TASK DESCRIPTION
Every line of the material below that contains the string "Pierce" must appear in the answer.
+---+
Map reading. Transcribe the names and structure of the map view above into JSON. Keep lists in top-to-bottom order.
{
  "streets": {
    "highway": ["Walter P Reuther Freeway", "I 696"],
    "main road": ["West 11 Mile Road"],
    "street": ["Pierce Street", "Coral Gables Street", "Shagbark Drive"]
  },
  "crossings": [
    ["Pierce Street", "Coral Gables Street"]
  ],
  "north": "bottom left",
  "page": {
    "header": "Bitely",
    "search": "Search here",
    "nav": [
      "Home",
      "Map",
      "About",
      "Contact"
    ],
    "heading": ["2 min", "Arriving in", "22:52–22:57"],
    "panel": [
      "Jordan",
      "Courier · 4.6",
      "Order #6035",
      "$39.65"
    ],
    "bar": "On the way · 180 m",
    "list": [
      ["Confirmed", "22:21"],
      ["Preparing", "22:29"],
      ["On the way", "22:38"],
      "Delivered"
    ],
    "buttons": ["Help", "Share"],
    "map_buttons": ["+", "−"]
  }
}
+---+
ANSWER BELOW
    "street": ["Pierce Street", "Coral Gables Street", "Shagbark Drive"]
    ["Pierce Street", "Coral Gables Street"]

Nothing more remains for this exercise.